*** Begin section ***

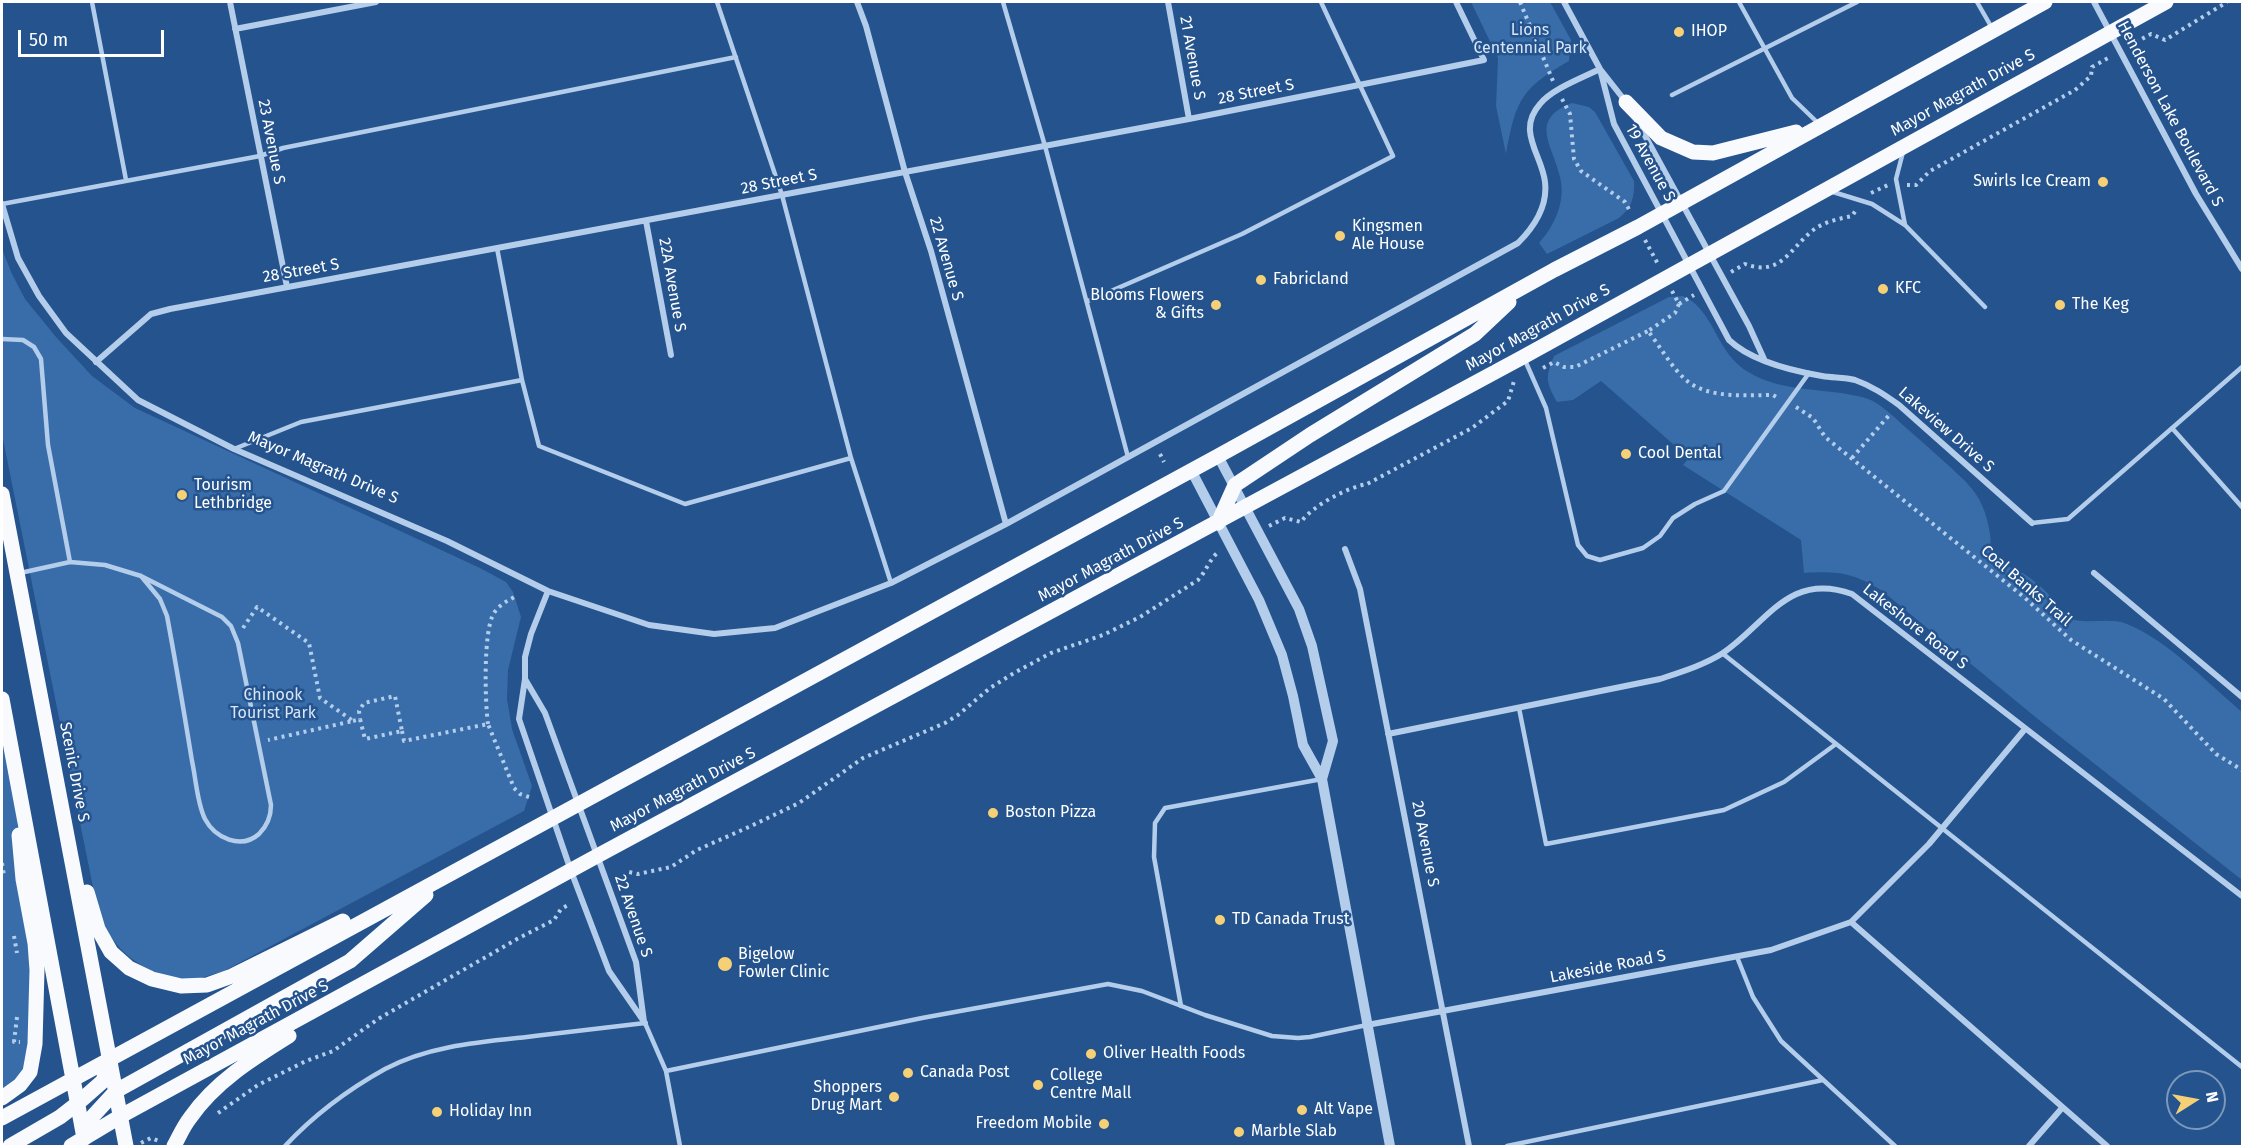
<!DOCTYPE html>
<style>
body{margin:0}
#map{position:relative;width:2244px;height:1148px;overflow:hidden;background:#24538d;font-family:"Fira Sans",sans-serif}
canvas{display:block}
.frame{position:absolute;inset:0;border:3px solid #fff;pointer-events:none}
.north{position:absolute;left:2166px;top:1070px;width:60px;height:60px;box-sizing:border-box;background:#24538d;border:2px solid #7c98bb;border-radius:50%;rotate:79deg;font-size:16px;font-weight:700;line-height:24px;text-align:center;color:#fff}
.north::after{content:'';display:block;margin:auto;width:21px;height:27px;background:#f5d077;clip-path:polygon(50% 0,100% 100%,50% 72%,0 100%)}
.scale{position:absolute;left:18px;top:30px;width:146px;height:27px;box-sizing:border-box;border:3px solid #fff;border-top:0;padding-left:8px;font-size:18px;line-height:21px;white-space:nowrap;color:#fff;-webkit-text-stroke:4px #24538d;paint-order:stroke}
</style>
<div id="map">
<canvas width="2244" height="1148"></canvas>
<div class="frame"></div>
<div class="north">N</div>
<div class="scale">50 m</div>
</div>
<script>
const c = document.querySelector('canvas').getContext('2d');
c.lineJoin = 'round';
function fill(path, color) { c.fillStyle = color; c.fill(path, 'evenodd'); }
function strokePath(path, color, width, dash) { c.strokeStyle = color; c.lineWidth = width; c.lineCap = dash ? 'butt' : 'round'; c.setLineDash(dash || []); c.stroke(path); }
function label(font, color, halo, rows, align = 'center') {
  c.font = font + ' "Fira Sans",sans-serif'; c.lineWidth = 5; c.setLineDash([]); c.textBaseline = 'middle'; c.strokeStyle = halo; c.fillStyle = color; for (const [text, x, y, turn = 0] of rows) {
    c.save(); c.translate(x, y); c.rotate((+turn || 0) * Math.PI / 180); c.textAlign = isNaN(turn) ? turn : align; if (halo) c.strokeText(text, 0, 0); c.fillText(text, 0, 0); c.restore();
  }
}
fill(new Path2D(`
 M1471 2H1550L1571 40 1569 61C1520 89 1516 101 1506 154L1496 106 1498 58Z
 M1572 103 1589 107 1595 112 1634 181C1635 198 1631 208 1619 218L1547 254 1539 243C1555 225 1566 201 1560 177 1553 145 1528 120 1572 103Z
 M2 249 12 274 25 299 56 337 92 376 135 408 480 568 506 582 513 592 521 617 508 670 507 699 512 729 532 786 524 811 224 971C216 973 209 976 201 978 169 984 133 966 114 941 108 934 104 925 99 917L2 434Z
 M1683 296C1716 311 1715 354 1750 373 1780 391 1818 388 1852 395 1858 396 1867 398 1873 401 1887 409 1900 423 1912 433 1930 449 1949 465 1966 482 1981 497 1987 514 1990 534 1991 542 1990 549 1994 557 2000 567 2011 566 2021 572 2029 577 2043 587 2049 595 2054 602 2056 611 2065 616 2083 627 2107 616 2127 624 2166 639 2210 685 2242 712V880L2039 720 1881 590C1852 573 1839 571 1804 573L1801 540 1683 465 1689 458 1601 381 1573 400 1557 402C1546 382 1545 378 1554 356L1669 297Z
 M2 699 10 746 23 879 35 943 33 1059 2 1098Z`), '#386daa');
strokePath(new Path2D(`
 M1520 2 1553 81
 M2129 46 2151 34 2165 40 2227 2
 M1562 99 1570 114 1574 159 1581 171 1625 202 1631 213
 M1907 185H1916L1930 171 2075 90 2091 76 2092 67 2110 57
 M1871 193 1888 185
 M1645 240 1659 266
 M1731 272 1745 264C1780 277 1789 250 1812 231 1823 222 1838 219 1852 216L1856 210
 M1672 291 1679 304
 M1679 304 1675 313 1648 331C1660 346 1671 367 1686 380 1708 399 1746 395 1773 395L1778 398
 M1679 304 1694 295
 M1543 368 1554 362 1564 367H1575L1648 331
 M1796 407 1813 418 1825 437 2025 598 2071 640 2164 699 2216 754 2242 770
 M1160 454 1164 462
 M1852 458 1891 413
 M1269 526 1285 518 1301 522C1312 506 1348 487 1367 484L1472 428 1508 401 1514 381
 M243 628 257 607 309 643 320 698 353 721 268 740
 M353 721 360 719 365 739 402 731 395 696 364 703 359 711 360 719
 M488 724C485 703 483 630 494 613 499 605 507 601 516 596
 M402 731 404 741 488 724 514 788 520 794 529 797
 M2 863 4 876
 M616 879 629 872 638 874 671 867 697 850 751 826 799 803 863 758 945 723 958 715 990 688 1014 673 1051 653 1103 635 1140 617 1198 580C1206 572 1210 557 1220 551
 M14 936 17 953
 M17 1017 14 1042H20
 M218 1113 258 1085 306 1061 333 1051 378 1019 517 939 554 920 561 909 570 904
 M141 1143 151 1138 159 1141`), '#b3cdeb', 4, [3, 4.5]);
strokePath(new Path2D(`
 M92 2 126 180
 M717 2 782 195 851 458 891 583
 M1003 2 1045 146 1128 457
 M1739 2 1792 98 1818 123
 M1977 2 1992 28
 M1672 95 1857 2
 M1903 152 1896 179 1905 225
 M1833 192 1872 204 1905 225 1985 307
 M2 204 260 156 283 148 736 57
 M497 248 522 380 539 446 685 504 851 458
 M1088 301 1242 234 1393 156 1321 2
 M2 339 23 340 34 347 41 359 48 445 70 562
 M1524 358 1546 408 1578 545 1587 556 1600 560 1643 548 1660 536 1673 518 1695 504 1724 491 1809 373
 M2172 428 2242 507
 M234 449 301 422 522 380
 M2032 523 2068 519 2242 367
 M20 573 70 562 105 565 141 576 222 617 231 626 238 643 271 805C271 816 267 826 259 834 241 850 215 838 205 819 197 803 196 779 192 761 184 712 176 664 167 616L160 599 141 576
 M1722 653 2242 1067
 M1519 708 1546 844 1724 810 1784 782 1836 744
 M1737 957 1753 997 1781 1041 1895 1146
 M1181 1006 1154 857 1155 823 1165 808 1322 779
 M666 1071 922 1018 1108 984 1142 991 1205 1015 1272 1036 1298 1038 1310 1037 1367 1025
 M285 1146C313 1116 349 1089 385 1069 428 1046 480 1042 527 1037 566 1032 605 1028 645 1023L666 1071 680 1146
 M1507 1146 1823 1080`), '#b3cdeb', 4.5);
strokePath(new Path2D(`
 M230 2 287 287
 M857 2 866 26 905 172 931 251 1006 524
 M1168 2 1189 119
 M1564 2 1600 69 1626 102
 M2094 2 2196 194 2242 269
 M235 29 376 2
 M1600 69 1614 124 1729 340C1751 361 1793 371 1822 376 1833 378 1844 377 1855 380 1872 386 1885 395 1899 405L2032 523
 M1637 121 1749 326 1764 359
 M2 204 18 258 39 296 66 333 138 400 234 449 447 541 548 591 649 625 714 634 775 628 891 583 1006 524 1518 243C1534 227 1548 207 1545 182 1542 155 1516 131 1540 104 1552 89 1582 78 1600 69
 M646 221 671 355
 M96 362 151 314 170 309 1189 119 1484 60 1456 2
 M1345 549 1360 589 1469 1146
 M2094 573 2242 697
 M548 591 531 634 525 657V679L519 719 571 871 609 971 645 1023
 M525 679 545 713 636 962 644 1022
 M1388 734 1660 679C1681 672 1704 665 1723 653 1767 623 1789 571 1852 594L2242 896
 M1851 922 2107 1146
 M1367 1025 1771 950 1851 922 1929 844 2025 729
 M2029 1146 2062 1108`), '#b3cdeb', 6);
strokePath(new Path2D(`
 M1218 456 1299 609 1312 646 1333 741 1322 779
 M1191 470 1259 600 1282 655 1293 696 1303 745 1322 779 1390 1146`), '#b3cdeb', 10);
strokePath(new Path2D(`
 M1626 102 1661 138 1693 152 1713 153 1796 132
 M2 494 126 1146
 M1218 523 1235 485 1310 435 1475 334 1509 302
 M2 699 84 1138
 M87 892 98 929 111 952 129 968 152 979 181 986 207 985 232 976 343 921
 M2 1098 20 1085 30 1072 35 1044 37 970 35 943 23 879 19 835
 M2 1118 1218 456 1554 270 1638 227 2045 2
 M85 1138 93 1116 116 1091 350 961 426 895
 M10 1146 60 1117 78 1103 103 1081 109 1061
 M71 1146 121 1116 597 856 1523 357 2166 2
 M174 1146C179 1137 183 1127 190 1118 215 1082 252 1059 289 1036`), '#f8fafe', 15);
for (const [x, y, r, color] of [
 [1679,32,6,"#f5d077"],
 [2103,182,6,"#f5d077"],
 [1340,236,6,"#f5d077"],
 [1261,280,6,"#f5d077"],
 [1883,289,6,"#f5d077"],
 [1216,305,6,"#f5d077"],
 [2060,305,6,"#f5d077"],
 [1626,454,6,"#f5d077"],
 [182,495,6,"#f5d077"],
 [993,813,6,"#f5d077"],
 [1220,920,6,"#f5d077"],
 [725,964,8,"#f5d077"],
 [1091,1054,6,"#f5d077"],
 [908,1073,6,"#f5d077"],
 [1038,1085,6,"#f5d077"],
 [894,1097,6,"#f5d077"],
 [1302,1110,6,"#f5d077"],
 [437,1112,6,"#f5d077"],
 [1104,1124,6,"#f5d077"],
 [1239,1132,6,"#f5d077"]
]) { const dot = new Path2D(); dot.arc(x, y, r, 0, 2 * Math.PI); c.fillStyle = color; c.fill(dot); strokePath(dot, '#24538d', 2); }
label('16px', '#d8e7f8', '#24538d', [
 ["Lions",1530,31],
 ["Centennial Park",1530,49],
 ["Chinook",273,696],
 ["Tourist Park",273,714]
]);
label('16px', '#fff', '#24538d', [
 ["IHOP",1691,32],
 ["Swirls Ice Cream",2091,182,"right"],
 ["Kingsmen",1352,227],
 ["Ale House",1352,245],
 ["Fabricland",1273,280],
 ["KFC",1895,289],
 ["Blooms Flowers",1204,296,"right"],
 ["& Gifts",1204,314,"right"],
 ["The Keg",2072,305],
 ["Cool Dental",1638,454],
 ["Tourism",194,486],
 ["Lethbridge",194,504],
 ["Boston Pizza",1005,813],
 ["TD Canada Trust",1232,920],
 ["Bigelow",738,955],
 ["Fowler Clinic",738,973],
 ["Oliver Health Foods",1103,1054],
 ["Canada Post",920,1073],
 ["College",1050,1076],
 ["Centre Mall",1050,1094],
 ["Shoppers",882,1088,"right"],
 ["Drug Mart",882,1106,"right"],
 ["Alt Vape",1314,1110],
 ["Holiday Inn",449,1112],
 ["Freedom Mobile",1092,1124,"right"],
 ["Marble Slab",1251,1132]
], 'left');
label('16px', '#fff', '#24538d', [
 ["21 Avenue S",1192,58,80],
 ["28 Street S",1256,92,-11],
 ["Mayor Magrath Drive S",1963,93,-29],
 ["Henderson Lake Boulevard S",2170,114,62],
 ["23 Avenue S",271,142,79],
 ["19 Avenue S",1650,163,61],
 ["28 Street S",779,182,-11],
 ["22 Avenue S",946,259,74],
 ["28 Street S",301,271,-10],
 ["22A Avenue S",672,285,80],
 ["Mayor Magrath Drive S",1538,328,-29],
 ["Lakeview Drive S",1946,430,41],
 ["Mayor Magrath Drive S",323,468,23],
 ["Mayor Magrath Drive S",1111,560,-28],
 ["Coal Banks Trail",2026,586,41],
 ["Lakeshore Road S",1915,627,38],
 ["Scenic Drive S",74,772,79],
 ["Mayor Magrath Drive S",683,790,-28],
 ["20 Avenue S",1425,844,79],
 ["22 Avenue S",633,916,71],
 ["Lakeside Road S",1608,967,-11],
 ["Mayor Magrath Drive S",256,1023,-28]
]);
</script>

*** End section ***

* Work item *
Say how many of the lines above include the word "canvas", giving the figure alone.

* Exercise result *
3